BRIDGEPORT, Conn. — In the first regional played at Bridgeport’s Harbor Yard arena two years ago, Vermont, the three-seed at the time, showed up beaten and humbled.

The Catamounts were swept in two games by Massachusetts-Lowell in the Hockey East quarterfinals and arrived in Bridgeport refocused and reminded of how quickly fortunes can change.

The new lease on life paid off for Vermont, which won two games in Bridgeport, including a double-overtime thriller against Air Force, to get to the Frozen Four.

Friday, Union hopes to take one out of the Vermont playbook.

Union, set to play Minnesota-Duluth at 3 p.m. in the East Regional at Webster Bank Arena, won the ECAC regular-season championship for the first time. But instead of rolling from the ECAC championship game into the NCAAs, instead it's trying to overcome a surprise defeat to Colgate in the ECAC quarterfinals.

And like Vermont, the Dutchmen (26-9-4) are trying to make another statement in what has become a benchmark season. But don’t tell Union coach Nate Leaman that.

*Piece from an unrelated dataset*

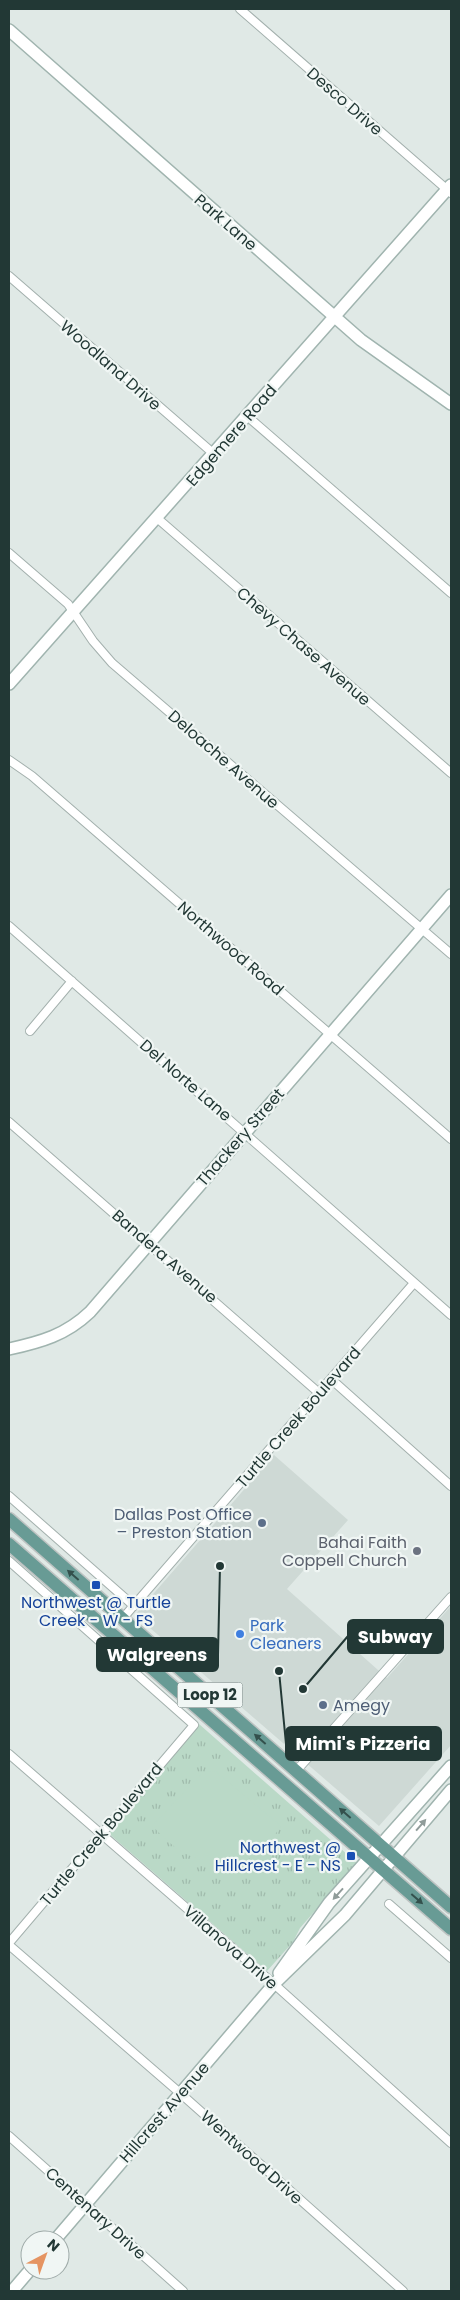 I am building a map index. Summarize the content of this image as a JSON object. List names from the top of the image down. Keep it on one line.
{"streets":{"main road":["Loop 12"],"street":["Desco Drive","Park Lane","Woodland Drive","Edgemere Road","Chevy Chase Avenue","Deloache Avenue","Northwood Road","Del Norte Lane","Thackery Street","Bandera Avenue","Turtle Creek Boulevard","Villanova Drive","Hillcrest Avenue","Wentwood Drive","Centenary Drive"]},"crossings":[["Desco Drive","Edgemere Road"],["Park Lane","Edgemere Road"],["Woodland Drive","Edgemere Road"],["Edgemere Road","Chevy Chase Avenue"],["Edgemere Road","Deloache Avenue"],["Deloache Avenue","Thackery Street"],["Northwood Road","Thackery Street"],["Del Norte Lane","Thackery Street"],["Del Norte Lane","Turtle Creek Boulevard"],["Thackery Street","Bandera Avenue"],["Bandera Avenue","Turtle Creek Boulevard"],["Turtle Creek Boulevard","Loop 12"],["Turtle Creek Boulevard","Villanova Drive"],["Turtle Creek Boulevard","Wentwood Drive"],["Loop 12","Hillcrest Avenue"],["Villanova Drive","Hillcrest Avenue"],["Hillcrest Avenue","Wentwood Drive"],["Hillcrest Avenue","Centenary Drive"]],"places":{"other":["Dallas Post Office – Preston Station","Bahai Faith Coppell Church","Walgreens","Park Cleaners","Mimi's Pizzeria","Subway","Amegy"],"transit":["Northwest @ Turtle Creek - W - FS","Northwest @ Hillcrest - E - NS"]},"north":"top right"} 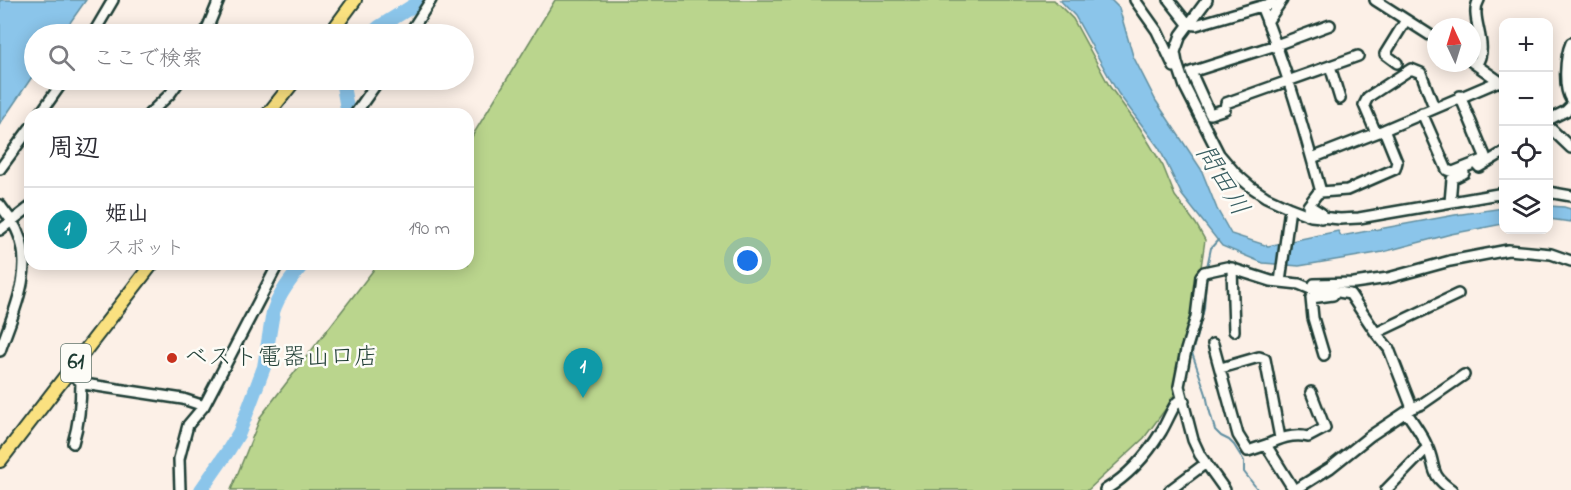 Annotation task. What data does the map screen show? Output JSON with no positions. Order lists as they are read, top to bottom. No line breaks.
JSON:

“I’d be very disappointed if we didn’t advance to be quite honest,” Leaman said Thursday after the Dutchman’s practice Thursday at the East Regional. “I don’t think it’s a benchmark. There’s more the program has to offer, no doubt about it. There’s one senior in our top seven scorers. This team has a lot to improve on and the program has a lot of improvement (to make). It’s is not a consolation to get here.”

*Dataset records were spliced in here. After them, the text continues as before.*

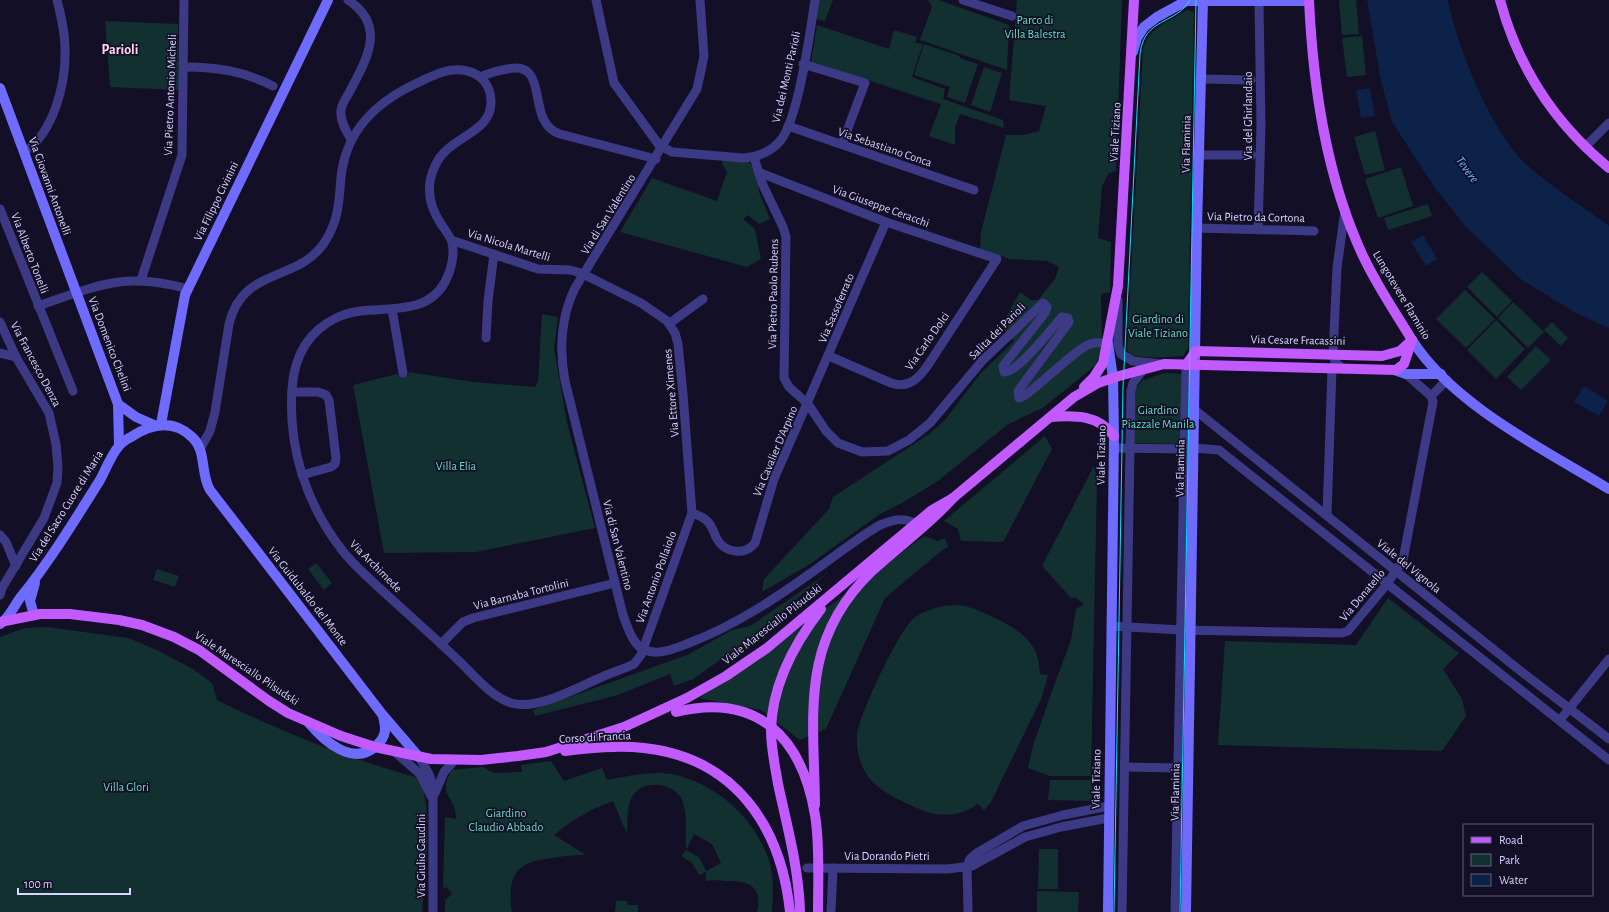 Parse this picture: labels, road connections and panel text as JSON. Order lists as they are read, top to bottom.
{
  "streets": {
    "main road": [
      "Viale Tiziano",
      "Lungotevere Flaminio",
      "Via Cesare Fracassini",
      "Viale Maresciallo Pilsudski",
      "Corso di Francia"
    ],
    "street": [
      "Via dei Monti Parioli",
      "Via Pietro Antonio Micheli",
      "Via del Ghirlandaio",
      "Via Flaminia",
      "Via Sebastiano Conca",
      "Via Giovanni Antonelli",
      "Via Filippo Civinini",
      "Via Giuseppe Ceracchi",
      "Via di San Valentino",
      "Via Pietro da Cortona",
      "Via Nicola Martelli",
      "Via Alberto Tonelli",
      "Via Pietro Paolo Rubens",
      "Via Sassoferrato",
      "Salita dei Parioli",
      "Via Carlo Dolci",
      "Via Domenico Chelini",
      "Via Francesco Denza",
      "Via Ettore Ximenes",
      "Via Cavalier D'Arpino",
      "Via del Sacro Cuore di Maria",
      "Via Archimede",
      "Viale del Vignola",
      "Via Antonio Pollaiolo",
      "Via Barnaba Tortolini",
      "Via Donatello",
      "Via Guidubaldo del Monte",
      "Via Giulio Gaudini",
      "Via Dorando Pietri"
    ]
  },
  "crossings": [
    ["Via dei Monti Parioli", "Via Sebastiano Conca"],
    ["Via dei Monti Parioli", "Via di San Valentino"],
    ["Via dei Monti Parioli", "Via Pietro Paolo Rubens"],
    ["Via del Ghirlandaio", "Via Pietro da Cortona"],
    ["Viale Tiziano", "Salita dei Parioli"],
    ["Viale Tiziano", "Via Donatello"],
    ["Viale Tiziano", "Via Dorando Pietri"],
    ["Via Flaminia", "Via Pietro da Cortona"],
    ["Via Flaminia", "Via Cesare Fracassini"],
    ["Via Flaminia", "Viale del Vignola"],
    ["Via Flaminia", "Via Donatello"],
    ["Via Giovanni Antonelli", "Via Domenico Chelini"],
    ["Via Giuseppe Ceracchi", "Via Pietro Paolo Rubens"],
    ["Via Giuseppe Ceracchi", "Via Sassoferrato"],
    ["Via Giuseppe Ceracchi", "Via Carlo Dolci"],
    ["Via di San Valentino", "Via Nicola Martelli"],
    ["Via di San Valentino", "Via Archimede"],
    ["Via di San Valentino", "Via Antonio Pollaiolo"],
    ["Via di San Valentino", "Via Barnaba Tortolini"],
    ["Via Nicola Martelli", "Via Archimede"],
    ["Via Pietro Paolo Rubens", "Via Sassoferrato"],
    ["Via Pietro Paolo Rubens", "Salita dei Parioli"],
    ["Via Pietro Paolo Rubens", "Via Cavalier D'Arpino"],
    ["Lungotevere Flaminio", "Via Cesare Fracassini"],
    ["Via Sassoferrato", "Salita dei Parioli"],
    ["Via Sassoferrato", "Via Carlo Dolci"],
    ["Via Sassoferrato", "Via Cavalier D'Arpino"],
    ["Salita dei Parioli", "Via Cavalier D'Arpino"],
    ["Via Ettore Ximenes", "Via Cavalier D'Arpino"],
    ["Via Ettore Ximenes", "Via Antonio Pollaiolo"],
    ["Via Cavalier D'Arpino", "Via Antonio Pollaiolo"],
    ["Via del Sacro Cuore di Maria", "Viale Maresciallo Pilsudski"],
    ["Via Archimede", "Via Antonio Pollaiolo"],
    ["Via Archimede", "Via Barnaba Tortolini"],
    ["Viale del Vignola", "Via Donatello"],
    ["Via Guidubaldo del Monte", "Viale Maresciallo Pilsudski"],
    ["Via Guidubaldo del Monte", "Via Giulio Gaudini"],
    ["Viale Maresciallo Pilsudski", "Corso di Francia"],
    ["Viale Maresciallo Pilsudski", "Via Giulio Gaudini"]
  ],
  "districts": ["Parioli"],
  "water": ["Tevere"],
  "parks": [
    "Parco di Villa Balestra",
    "Giardino di Viale Tiziano",
    "Giardino Piazzale Manila",
    "Villa Elia",
    "Villa Glori",
    "Giardino Claudio Abbado"
  ],
  "legend": ["Road", "Park", "Water"],
  "scale_bar": "100 m"
}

Union won’t get any sympathy for being the new guy on the block from Minnesota-Duluth. The Bulldogs (22-10-6) are making their second tournament appearance in three seasons and enter Friday’s game coming off a 3-2 overtime loss to Bemidji State in the WCHA’s Final Five.

“We know we’re going to have our hands full,” Minnesota-Duluth coach Scott Sandelin said. “Hopefully we can play the type of game we need to — very up tempo, control the puck and stay disciplined.”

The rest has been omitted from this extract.